• Ago. 15, 2013, media noche

Como personas todos estamos ubicados en un contexto que activa y da sentido a nuestro quehacer como seres comunicativos, sociales. Existir (sistere ex) es salir de sí mismo en cuanto a relación, contacto y acción con múltiples elementos a circunstancias que se introducen de formas distintas en toda nuestra realidad humana, mental, psicoafectiva y psicosocial influyendo así en nuestro actuar vital comunicativo, tanto físico, sensible como espiritual.

El contexto nos envuelve completamente como el agua de una piscina, pero a la vez facilita nadar en tanta acción humana individual, propia. Es difícil conocer toda la riqueza del contexto que se hace presente en nosotros.

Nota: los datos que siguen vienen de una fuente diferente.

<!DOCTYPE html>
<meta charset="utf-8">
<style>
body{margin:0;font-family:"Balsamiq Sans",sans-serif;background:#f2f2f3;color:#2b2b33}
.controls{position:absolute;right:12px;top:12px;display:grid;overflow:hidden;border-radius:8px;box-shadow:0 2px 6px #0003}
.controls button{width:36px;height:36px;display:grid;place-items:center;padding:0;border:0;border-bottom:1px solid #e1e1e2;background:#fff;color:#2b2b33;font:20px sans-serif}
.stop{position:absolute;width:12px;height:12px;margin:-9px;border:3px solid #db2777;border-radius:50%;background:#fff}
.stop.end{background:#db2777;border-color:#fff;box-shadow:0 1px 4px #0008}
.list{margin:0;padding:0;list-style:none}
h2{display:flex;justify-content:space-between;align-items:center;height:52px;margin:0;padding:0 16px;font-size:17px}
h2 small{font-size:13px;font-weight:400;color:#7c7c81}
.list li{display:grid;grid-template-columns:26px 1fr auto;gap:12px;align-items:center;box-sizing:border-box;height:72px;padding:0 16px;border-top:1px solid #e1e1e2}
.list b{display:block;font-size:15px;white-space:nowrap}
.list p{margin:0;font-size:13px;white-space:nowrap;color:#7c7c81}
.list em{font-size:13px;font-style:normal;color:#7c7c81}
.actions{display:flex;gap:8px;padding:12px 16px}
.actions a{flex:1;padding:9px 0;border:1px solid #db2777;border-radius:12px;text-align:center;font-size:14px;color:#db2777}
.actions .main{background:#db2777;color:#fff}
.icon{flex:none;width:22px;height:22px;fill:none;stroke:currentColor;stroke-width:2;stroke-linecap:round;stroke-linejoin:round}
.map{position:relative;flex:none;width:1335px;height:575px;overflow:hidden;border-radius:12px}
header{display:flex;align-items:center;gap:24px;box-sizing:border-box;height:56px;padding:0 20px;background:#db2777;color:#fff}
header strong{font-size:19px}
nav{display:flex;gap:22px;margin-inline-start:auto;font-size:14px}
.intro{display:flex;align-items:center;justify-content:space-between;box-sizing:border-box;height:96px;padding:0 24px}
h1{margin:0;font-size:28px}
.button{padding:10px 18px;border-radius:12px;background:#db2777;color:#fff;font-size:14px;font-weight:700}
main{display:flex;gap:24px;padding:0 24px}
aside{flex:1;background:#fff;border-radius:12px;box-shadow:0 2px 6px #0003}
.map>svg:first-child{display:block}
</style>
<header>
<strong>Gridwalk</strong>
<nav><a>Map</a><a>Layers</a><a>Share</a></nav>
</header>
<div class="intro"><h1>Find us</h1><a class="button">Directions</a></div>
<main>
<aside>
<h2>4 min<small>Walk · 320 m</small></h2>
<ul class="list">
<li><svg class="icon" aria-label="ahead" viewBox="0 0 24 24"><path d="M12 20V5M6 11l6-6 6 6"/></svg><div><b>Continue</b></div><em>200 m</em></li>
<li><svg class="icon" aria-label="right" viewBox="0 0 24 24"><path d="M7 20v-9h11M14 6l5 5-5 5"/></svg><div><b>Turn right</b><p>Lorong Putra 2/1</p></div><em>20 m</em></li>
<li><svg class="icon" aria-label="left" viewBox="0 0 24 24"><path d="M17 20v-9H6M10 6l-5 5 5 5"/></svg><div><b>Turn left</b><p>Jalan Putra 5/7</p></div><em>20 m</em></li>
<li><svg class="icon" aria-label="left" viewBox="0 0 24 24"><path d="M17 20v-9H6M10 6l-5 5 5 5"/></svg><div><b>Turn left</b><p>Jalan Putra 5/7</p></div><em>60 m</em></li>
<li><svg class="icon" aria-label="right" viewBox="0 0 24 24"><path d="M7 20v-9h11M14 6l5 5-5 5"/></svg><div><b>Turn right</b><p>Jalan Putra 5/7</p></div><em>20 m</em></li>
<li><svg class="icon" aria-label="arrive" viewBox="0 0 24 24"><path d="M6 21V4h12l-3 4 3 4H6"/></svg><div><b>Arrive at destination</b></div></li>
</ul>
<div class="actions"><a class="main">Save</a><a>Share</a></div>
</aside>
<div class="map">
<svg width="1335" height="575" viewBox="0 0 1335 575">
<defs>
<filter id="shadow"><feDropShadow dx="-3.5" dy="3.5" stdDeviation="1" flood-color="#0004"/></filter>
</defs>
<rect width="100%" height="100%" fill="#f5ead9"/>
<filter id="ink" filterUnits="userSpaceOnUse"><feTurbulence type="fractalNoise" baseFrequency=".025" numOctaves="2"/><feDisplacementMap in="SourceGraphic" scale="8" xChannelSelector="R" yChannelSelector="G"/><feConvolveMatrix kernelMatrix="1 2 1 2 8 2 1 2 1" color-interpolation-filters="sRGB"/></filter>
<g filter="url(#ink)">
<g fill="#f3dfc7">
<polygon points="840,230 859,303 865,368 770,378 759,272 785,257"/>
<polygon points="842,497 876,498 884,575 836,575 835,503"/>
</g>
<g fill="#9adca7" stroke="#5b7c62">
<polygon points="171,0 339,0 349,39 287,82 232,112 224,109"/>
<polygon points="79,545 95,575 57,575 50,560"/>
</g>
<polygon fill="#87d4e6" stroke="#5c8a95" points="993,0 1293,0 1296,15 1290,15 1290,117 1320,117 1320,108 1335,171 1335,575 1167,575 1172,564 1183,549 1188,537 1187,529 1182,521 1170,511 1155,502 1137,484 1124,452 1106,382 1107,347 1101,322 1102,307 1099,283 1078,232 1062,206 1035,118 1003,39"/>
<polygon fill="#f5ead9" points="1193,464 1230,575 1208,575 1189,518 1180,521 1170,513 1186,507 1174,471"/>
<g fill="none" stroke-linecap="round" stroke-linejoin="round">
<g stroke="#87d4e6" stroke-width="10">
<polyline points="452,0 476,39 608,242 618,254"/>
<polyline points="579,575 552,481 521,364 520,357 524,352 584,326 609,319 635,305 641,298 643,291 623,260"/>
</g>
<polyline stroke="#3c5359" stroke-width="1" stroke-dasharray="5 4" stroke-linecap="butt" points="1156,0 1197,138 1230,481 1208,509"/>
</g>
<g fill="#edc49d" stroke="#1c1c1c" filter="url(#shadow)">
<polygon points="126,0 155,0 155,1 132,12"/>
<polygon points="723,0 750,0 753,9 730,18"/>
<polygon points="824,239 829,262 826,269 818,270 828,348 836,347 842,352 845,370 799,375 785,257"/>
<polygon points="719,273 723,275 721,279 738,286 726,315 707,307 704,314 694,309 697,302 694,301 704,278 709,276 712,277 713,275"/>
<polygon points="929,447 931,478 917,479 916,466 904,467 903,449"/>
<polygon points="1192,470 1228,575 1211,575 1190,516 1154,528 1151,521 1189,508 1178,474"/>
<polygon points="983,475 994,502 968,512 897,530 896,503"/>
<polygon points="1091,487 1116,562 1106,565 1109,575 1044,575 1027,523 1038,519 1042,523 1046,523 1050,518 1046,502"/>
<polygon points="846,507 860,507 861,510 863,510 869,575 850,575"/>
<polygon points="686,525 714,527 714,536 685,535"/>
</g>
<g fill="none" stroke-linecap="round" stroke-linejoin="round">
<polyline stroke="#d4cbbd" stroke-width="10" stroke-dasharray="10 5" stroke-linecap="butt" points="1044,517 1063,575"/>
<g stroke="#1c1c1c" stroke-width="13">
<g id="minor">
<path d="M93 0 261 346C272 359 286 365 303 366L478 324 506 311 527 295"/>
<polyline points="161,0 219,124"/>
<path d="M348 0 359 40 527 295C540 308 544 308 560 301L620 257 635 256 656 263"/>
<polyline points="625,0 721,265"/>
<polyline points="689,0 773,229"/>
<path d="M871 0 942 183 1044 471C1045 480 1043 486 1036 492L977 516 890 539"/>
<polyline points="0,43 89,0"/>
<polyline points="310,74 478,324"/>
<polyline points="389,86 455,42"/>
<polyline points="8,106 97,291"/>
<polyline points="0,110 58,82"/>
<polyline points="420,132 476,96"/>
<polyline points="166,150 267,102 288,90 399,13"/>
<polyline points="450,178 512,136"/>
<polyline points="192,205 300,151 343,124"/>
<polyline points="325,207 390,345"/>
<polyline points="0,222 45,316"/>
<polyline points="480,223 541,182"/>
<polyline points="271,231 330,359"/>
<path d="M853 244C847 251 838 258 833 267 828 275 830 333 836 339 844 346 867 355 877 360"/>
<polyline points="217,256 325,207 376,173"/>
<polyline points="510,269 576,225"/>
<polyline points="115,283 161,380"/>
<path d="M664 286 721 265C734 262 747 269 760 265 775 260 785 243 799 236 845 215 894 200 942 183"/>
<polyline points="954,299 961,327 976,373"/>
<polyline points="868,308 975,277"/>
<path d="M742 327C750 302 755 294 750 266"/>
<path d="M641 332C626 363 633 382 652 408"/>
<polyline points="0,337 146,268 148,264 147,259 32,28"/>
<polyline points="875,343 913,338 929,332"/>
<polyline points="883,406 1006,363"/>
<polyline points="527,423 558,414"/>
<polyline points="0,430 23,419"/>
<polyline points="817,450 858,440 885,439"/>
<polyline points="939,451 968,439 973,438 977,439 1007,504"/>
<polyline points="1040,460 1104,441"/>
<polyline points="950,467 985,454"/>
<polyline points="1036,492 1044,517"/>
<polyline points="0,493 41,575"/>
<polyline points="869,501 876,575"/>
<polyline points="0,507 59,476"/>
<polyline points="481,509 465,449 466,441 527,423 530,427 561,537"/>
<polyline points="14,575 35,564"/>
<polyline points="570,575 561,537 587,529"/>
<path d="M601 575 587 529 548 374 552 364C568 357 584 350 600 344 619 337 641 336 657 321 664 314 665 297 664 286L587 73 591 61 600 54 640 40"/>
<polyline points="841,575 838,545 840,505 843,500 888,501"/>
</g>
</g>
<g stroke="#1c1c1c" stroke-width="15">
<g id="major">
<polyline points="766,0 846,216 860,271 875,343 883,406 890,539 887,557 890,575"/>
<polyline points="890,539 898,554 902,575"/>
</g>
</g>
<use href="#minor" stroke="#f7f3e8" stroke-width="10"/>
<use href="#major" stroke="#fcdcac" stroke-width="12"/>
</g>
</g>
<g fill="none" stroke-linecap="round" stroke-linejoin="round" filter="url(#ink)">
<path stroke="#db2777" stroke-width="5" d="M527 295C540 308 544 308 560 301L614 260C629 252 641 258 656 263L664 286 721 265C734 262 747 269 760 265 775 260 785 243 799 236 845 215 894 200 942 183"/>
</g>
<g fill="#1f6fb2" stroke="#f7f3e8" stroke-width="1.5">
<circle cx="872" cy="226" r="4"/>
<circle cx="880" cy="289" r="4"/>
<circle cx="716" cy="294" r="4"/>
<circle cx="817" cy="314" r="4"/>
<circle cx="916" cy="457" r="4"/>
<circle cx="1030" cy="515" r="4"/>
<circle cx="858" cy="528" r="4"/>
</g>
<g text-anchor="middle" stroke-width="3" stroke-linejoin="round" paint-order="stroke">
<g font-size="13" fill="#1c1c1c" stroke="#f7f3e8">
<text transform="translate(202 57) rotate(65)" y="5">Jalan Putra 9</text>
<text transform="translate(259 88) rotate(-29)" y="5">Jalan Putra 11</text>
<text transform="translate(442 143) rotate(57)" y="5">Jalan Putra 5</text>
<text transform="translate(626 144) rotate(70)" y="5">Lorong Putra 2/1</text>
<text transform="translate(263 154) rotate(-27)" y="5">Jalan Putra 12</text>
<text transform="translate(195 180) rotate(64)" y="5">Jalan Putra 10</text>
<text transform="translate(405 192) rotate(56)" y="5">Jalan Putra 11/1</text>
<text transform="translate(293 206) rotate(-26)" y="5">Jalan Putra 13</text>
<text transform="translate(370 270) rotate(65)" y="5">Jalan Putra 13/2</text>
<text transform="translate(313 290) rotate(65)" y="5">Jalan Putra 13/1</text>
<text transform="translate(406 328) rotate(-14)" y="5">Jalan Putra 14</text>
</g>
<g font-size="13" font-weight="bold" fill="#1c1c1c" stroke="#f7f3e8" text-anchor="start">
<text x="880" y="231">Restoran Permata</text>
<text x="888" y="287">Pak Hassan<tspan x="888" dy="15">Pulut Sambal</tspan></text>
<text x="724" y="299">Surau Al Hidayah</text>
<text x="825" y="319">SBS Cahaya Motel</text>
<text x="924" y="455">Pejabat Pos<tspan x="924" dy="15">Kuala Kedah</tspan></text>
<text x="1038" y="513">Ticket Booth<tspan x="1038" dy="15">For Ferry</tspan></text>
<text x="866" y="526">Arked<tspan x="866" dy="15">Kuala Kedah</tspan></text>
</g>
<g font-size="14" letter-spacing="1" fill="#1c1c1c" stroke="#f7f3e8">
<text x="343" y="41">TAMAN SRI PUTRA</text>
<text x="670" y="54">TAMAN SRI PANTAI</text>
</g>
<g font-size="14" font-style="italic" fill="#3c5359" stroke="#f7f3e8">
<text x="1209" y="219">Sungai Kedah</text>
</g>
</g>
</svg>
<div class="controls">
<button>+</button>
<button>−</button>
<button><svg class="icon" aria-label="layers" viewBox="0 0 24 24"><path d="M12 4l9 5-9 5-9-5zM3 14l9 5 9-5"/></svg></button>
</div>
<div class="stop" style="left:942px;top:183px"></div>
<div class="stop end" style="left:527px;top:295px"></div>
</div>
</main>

Lo resumimos como el contexto económico, social, político, cultural, histórico, etc. pero cada uno de estos grandes subsistemas, carga una gran variedad de elementos y matices, aunque todos se hacen presentes en nuestra vida cotidiana y en ella de manera particular en el proceso educativo de cada persona en la concreción de la interacción enseñanza-aprendizaje. De ahí que hablamos de contextualizar el currículum, la metodología de cada disciplina, las relaciones humanas. Es decir, conocer y aprovechar el espacio-tiempo histórico en el que nos movemos en nuestro proceso educativo, de construcción, desarrollo y autoafirmación como personas históricas, sujetos y objetos de la historia.

Los contextos varían en ocasiones de manera muy radical generando una secuencia que nos permite introducirnos en él para conocer, reflexionar, valorar y sobre todo aprender, dado que el ser humano está determinado precisamente para aprender a lo largo de toda la vida.

Nuestra historia reciente es la suma de contextos muy diferentes, cada uno con sus características, sus secuelas, sus lecciones aprendidas y su sedimentación histórico cultural, conformando lo que podríamos denominar, con Giroux, la política cultural o el Volkgeist, el espíritu del pueblo de Savigny.

Nuestra educación se ha movido en diferentes contextos, aunque con frecuencia sin llegar a recoger de ellos todo aquello que nos afirmaría como nación y sí aquello que nos era ajeno como pueblo.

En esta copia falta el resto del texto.